OPINION: Je n’ai (toujours) pas d’abonnement payant à des sites de streaming musicaux

Pour beaucoup je suis un extra-terrestre, en effet, en 2023 je n’ai toujours pas d’abonnement payant à des sites de streaming musicaux. Je suis resté fidèle aux vinyles et aux CDs et utilise YouTube gratuitement. Voici mes raisons, je ne prétends pas être dans le vrai, mais ce point de vue mérite aussi d’exister.

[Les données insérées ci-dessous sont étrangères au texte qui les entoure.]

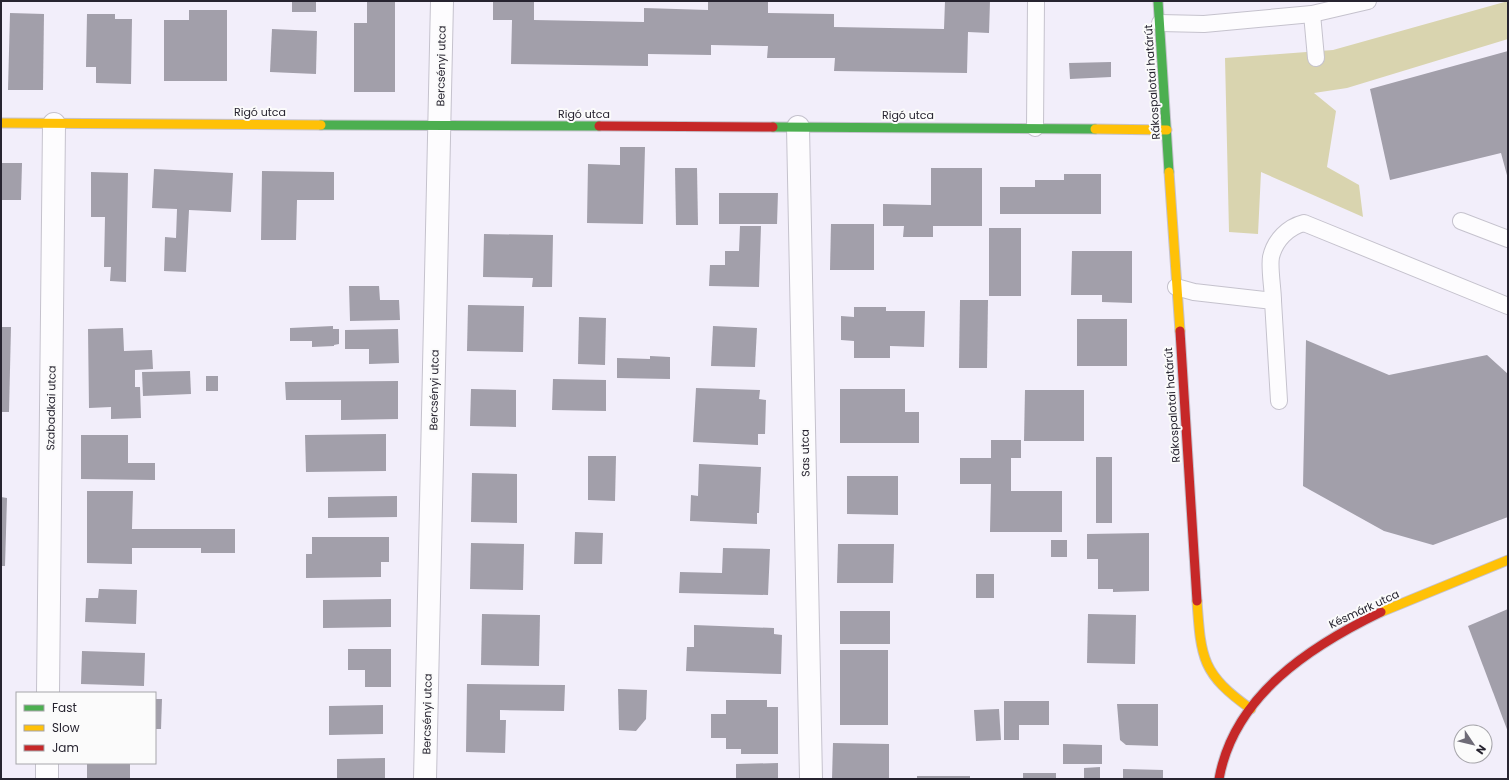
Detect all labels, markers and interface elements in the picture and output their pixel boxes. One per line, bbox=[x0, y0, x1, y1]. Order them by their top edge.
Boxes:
street label: Rákospalotai határút bbox=[1140, 24, 1164, 140]
street label: Bercsényi utca bbox=[432, 25, 450, 107]
street label: Rigó utca bbox=[234, 104, 286, 120]
street label: Rigó utca bbox=[558, 106, 610, 122]
street label: Rigó utca bbox=[882, 107, 934, 123]
street label: Rákospalotai határút bbox=[1160, 347, 1184, 463]
street label: Bercsényi utca bbox=[425, 349, 443, 431]
street label: Szabadkai utca bbox=[42, 365, 60, 451]
street label: Sas utca bbox=[797, 429, 813, 477]
street label: Késmárk utca bbox=[1326, 586, 1402, 632]
street label: Bercsényi utca bbox=[418, 673, 436, 755]
legend bbox=[16, 692, 156, 764]
text: Fast bbox=[52, 699, 77, 716]
text: Slow bbox=[52, 719, 80, 736]
north arrow bbox=[1453, 724, 1493, 764]
text: Jam bbox=[52, 739, 79, 756]
text: N bbox=[1472, 742, 1490, 758]

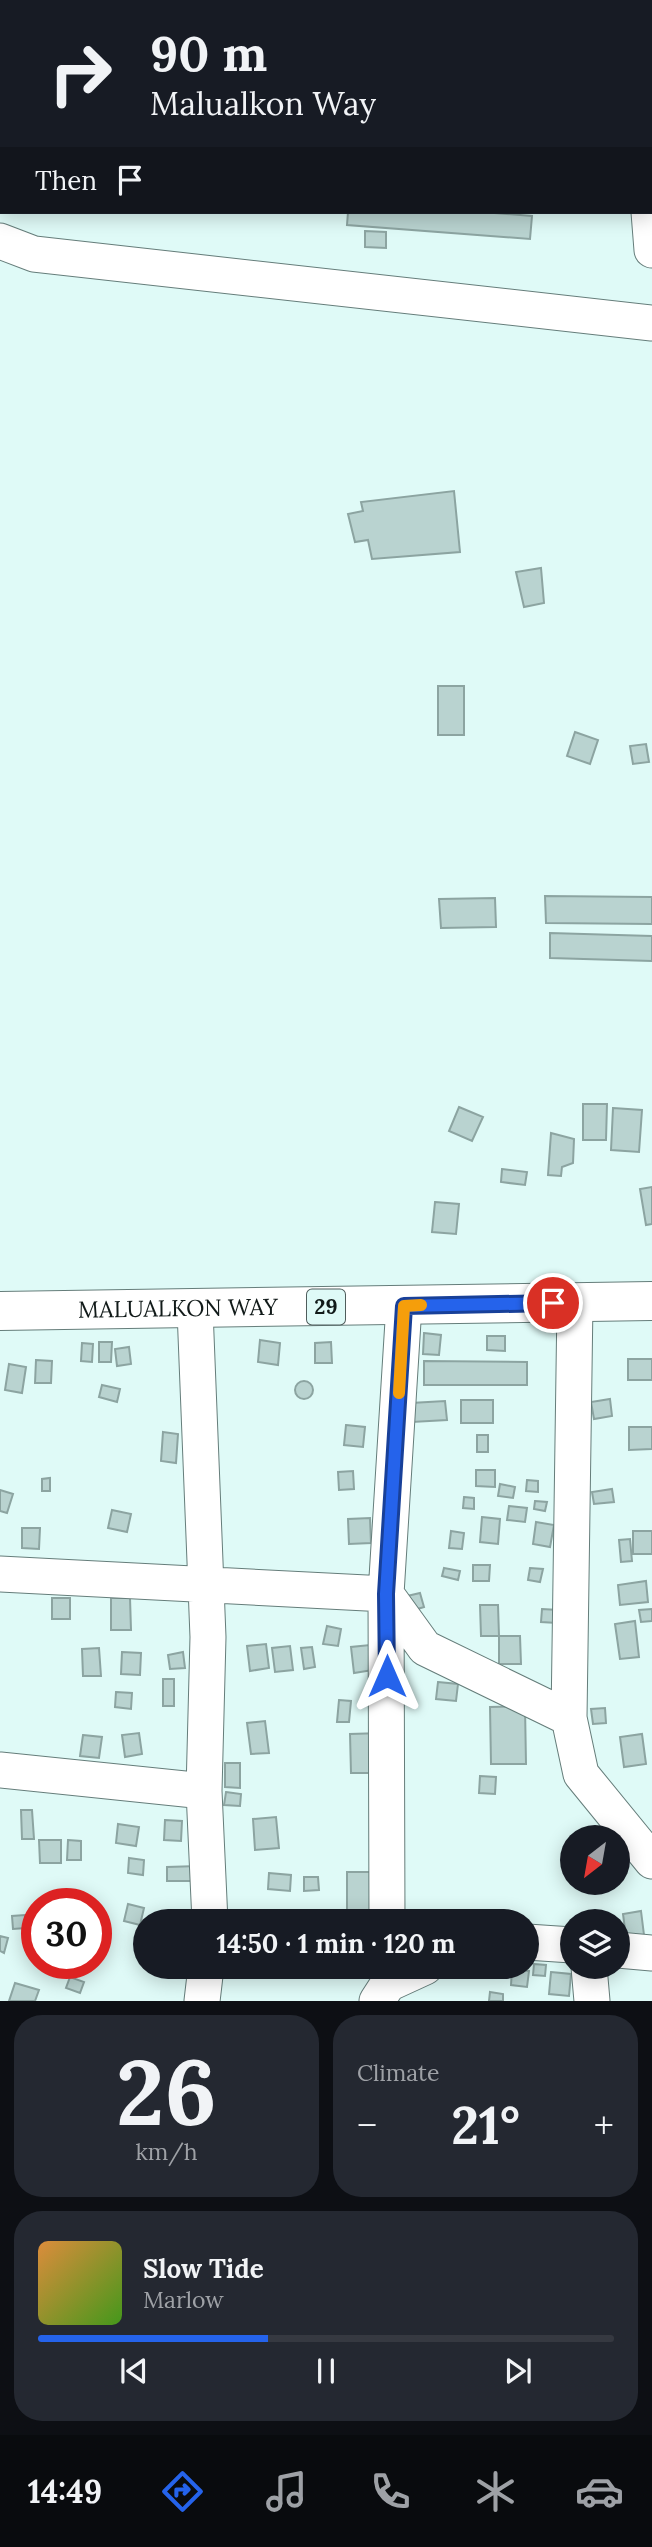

Mon usage du streaming musical actuel

J’utilise YouTube pour écouter des morceaux précis et surtout pour pré-écouter des disques. Que ce soit des nouveautés ou des sessions d’achats sur discogs: je me décide sur la base de 2-3 morceaux écoutés. Cela me permet de déterminer le genre musical, la production et si ça peut me plaire. Je suis quelqu’un de très attaché au format 45 tours. J’en garde ce goût pour la chanson efficace qui m’attrape à la première écoute. Je pars du principe que j’ai envie de découvrir un album qui comprend au moins une chanson de ce genre. Après je tente ma chance en achetant (ou pas, si le prix est dissuasif) le disque. Je fais ça également chez les disquaires quand c’est possible (écouter des disques sur place).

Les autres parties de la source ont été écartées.